The bins outputted from the bin decoder 430 may be decoded to a value of a meaningful syntax element through the probability quantizer 470, the probability predictor 480, and/or the inverse binarizer 490.
FIG. 5 is a schematic block diagram of a parallel entropy encoding apparatus according to another exemplary embodiment of the present invention. The parallel entropy encoding apparatus according to the exemplary embodiment of FIG. 5 may include a binarizer 510, a probability predictor 520, a probability quantizer 530, a probability distribution calculator 540, a representative probability calculator 550, a bin encoder 560, a buffer 570, and a bitstream calculator 580.
The parallel entropy encoding apparatus according to the exemplary embodiment of FIG. 5 may operate similarly as the parallel entropy encoding apparatus according to the exemplary embodiment of FIG. 3. However, the parallel entropy encoding apparatus according to the exemplary embodiment of FIG. 5 may fixedly uses the probability section determined based on the slice level and update only the representative probability.
Referring to FIG. 5, the representative probability calculator 550 may derive the optimal representative probability corresponding to each probability section by using the bin probability information acquired from the probability distribution calculator 540. The representative probability calculator 550 may use a predetermined algorithm at the time of deriving the representative probability.
The representative probability calculator 550 determines whether the representative probability is updated based on the derived representative probability information to derive the representative probability information including the update or not.

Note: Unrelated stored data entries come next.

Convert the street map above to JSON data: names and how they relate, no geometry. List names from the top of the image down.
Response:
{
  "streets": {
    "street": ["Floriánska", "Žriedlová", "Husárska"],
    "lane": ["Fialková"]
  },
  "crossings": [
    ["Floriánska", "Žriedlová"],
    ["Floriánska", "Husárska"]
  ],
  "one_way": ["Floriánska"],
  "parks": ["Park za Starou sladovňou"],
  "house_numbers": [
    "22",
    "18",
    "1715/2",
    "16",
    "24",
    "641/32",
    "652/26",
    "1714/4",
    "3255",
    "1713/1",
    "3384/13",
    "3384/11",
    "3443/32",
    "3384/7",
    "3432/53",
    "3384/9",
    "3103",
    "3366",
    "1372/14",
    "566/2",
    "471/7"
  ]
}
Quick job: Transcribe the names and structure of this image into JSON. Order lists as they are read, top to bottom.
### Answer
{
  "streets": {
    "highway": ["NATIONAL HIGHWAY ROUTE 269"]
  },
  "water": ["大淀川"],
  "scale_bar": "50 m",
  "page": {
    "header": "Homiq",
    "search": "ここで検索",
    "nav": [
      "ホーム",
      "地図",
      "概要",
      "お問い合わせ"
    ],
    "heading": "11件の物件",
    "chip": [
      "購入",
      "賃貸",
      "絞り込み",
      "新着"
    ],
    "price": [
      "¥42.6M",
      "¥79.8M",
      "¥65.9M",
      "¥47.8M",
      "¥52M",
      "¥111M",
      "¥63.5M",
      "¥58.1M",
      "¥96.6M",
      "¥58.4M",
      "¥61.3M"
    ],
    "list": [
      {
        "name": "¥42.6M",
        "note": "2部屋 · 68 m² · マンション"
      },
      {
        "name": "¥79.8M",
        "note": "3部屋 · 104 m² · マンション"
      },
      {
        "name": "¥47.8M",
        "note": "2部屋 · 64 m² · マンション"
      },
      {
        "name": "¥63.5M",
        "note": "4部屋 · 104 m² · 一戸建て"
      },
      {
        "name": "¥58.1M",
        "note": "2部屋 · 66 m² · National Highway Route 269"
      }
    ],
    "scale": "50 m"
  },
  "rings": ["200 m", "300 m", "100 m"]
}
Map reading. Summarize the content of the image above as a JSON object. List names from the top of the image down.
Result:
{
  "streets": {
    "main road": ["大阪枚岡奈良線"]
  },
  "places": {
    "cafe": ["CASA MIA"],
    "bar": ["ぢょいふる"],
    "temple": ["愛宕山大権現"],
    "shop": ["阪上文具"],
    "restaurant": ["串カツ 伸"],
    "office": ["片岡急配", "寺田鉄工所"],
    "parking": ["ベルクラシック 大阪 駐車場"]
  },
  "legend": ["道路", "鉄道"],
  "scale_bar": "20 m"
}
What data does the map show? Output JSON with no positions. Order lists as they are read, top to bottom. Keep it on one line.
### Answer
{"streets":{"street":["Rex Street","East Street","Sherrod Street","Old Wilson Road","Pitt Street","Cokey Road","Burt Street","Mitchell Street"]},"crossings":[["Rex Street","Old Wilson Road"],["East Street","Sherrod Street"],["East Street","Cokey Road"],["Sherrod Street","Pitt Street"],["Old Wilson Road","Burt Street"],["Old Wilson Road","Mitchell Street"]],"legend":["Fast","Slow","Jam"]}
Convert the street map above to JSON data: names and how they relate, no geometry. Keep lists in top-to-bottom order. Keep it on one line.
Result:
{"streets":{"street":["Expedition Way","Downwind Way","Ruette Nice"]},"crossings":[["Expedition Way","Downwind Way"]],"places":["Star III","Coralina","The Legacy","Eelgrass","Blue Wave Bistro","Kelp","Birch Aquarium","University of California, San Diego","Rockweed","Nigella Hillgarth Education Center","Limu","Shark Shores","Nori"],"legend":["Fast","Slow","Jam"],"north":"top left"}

As an example of determining the update or not, the representative probability calculator 550 may perform the update process only when the difference between the current representative probability value and a newly derived representative probability value is larger than a threshold value. Herein, the threshold value may be for example, a predetermined threshold value or a threshold value determined in the encoder/decoder. The representative probability calculator 550 may transmit the representative probability information including the update or not to the bin encoder 560.
As an exemplary, the representative probability information may be derived in the encoder and the decoder by using the same algorithm. In this case, on the assumption that the decoder also includes the representative probability calculator, the representative probability calculator 550 of the encoder and the representative probability calculator of the decoder may derive the representative probability information by using the same algorithm. As another exemplary embodiment, the representative probability information derived by the encoder is included in the header as the additional information to be transmitted to the decoder.
The representative probability values updated in the probability sections, respectively may be determined as the representative probability value of the bin encoder 560 corresponding to the probability section. The bin encoders 560 corresponding to each probability section may transform binarized bins to codewords by using the mapping table corresponding to the representative probability.
Since the rest of components other than the components described above in the exemplary embodiment of FIG. 5 are the same as those in the exemplary embodiment of FIG. 3, the rest of components will not be described.
FIG. 6 is a schematic block diagram of a parallel entropy decoding apparatus according to another exemplary embodiment of the present invention. The parallel entropy decoding apparatus according to the exemplary embodiment of FIG. 6 may include a bitstream determinator 610, a buffer 620, a bin decoder 630, a probability distribution calculator 640, a representative probability calculator 650, a probability quantizer 660, a probability predictor 670, and an inverse binarizer 680.
The parallel entropy decoding apparatus according to the exemplary embodiment of FIG. 6 may operate similarly as the parallel entropy decoding apparatus according to the exemplary embodiment of FIG. 4. However, when the parallel entropy decoding apparatus according to the exemplary embodiment of FIG. 6 performs entropy decoding in one slice, the optimal probability section determined based on the slice level is fixedly used and only the representative probability may be updated in terms of increasing encoding efficiency.
Referring to FIG. 6, the representative probability calculator 650 may derive the optimal representative probability corresponding to each probability section by using the bin probability information acquired from the representative probability calculator 650. The representative probability calculator 650 may use a predetermined algorithm at the time of deriving the representative probability.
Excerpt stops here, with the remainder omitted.